[[ MATERIAL TO PROCESS open ]]

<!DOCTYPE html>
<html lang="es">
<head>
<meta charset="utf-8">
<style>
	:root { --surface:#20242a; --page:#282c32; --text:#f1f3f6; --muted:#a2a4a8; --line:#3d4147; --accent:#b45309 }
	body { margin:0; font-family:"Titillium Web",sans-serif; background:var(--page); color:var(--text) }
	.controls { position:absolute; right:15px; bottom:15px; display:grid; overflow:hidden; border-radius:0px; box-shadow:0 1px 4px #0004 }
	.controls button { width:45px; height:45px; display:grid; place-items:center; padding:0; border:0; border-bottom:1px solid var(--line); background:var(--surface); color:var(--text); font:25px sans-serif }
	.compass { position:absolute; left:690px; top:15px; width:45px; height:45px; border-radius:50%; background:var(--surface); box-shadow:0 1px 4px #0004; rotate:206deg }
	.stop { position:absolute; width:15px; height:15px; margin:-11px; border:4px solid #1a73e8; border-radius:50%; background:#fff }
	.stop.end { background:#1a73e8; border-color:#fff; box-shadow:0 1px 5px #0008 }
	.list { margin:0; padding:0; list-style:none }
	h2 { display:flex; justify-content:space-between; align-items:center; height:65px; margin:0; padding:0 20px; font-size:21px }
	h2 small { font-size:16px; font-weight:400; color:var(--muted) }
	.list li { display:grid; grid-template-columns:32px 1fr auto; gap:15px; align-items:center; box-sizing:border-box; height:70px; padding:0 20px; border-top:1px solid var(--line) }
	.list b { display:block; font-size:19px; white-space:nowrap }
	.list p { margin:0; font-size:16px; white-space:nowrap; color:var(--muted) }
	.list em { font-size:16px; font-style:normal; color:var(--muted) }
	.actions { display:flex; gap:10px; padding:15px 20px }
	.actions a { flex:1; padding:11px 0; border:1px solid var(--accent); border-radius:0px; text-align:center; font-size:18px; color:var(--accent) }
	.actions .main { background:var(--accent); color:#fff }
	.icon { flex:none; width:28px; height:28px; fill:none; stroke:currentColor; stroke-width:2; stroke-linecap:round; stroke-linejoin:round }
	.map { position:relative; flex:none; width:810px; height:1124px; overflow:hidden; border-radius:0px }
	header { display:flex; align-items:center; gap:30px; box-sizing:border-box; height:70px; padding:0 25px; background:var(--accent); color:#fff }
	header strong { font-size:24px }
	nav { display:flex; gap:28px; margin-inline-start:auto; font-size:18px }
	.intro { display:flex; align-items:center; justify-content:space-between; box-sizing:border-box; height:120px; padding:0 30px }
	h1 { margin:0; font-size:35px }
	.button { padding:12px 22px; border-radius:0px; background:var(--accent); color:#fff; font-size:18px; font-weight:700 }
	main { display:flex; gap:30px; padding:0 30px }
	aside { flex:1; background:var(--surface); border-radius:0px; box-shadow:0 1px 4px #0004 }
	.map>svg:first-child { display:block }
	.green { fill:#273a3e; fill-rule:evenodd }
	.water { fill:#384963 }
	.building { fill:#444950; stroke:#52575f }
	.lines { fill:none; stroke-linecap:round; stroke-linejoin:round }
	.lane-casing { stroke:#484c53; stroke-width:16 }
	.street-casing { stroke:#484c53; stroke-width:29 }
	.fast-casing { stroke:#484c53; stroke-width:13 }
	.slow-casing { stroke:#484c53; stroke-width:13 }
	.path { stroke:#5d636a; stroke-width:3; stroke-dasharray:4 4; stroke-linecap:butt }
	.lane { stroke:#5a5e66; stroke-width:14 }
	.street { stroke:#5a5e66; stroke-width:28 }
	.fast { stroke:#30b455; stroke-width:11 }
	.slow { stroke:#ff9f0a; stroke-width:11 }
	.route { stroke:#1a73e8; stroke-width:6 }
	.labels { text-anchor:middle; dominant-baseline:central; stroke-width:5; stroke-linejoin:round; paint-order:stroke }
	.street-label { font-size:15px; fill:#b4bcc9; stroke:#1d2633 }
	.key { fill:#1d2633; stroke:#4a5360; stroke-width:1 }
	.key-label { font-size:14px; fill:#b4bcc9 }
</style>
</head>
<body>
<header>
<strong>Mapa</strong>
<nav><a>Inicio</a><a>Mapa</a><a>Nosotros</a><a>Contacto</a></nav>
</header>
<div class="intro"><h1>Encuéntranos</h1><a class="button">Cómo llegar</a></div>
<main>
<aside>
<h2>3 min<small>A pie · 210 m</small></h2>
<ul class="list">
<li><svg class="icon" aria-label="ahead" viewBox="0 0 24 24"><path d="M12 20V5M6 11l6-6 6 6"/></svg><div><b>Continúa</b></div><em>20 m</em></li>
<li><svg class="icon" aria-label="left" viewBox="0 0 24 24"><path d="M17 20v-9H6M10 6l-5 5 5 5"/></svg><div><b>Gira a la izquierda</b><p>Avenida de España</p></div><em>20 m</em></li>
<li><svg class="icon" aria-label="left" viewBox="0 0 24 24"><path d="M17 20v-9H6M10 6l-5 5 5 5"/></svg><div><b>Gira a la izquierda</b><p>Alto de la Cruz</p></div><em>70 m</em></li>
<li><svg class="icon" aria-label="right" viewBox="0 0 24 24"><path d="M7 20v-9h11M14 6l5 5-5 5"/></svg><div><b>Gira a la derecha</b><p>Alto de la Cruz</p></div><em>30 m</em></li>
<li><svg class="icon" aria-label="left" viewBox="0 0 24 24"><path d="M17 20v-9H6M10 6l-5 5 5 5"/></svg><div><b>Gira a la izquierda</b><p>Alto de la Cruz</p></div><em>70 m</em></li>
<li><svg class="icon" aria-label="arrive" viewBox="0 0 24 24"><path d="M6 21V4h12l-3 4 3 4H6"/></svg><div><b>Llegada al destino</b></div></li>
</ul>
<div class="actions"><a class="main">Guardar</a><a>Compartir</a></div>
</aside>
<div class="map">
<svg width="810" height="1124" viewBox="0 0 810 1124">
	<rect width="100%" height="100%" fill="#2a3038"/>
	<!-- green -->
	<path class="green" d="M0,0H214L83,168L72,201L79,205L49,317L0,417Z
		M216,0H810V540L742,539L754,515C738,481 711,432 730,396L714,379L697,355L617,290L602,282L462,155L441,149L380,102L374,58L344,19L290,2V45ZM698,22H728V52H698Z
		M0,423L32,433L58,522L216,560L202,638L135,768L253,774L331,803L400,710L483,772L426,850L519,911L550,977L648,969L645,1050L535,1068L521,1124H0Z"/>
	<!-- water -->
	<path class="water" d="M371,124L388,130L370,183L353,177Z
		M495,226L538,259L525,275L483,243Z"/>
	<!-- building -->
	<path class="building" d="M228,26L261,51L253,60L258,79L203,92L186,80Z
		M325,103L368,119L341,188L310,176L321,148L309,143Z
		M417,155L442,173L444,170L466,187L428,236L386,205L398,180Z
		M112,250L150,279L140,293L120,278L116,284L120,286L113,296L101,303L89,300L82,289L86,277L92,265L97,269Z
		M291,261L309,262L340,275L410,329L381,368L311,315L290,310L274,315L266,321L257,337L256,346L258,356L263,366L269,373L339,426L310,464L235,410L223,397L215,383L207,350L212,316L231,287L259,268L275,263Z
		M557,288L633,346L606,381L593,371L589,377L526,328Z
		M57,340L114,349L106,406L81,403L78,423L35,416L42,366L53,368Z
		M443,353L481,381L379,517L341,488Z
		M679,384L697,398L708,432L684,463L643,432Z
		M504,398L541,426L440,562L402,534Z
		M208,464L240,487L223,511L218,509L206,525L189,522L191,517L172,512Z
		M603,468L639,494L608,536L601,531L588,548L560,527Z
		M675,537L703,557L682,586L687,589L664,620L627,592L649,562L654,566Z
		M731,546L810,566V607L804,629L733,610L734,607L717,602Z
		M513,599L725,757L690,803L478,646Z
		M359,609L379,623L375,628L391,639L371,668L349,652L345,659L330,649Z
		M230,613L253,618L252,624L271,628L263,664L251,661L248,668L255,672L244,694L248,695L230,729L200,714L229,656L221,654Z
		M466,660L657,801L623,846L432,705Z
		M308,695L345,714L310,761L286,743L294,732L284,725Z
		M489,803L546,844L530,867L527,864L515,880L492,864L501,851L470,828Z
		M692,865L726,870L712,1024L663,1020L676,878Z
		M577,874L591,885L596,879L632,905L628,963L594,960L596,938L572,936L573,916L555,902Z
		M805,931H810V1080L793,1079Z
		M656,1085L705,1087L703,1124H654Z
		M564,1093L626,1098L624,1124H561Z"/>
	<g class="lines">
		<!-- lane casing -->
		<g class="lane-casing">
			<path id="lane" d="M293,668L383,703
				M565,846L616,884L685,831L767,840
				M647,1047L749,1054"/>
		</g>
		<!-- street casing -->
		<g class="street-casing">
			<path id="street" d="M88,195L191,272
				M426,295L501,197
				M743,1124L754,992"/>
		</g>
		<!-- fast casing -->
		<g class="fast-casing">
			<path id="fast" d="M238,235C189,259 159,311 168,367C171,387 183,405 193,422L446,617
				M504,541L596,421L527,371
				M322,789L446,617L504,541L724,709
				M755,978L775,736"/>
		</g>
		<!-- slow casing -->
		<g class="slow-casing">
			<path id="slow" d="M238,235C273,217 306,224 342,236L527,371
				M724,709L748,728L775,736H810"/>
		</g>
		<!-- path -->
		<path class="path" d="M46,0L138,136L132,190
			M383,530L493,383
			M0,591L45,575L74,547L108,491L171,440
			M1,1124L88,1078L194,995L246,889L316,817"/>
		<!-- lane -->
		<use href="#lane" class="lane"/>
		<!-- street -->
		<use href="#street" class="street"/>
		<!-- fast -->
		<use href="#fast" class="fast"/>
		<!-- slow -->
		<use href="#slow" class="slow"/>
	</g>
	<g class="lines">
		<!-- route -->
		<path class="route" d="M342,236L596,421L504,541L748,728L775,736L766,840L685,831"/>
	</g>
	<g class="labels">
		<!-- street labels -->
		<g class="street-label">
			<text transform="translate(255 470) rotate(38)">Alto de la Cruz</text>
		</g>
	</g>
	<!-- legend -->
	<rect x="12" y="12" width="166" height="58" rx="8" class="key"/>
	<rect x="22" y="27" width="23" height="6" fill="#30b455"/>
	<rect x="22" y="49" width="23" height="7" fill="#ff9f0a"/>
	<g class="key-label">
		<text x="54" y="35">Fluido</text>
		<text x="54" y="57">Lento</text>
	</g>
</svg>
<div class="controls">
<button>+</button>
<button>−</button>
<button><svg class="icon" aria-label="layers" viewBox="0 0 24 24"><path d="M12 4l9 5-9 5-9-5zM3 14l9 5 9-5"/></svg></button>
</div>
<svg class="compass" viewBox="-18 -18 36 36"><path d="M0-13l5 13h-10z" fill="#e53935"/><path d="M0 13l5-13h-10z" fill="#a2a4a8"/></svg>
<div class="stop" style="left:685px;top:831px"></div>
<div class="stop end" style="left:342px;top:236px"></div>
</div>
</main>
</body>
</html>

[[ MATERIAL TO PROCESS closed ]]

→ THE TASK
In the entries above, find every line holding the word "body" and copy it out.

→ COMPLETED EXERCISE
	body { margin:0; font-family:"Titillium Web",sans-serif; background:var(--page); color:var(--text) }
<body>
</body>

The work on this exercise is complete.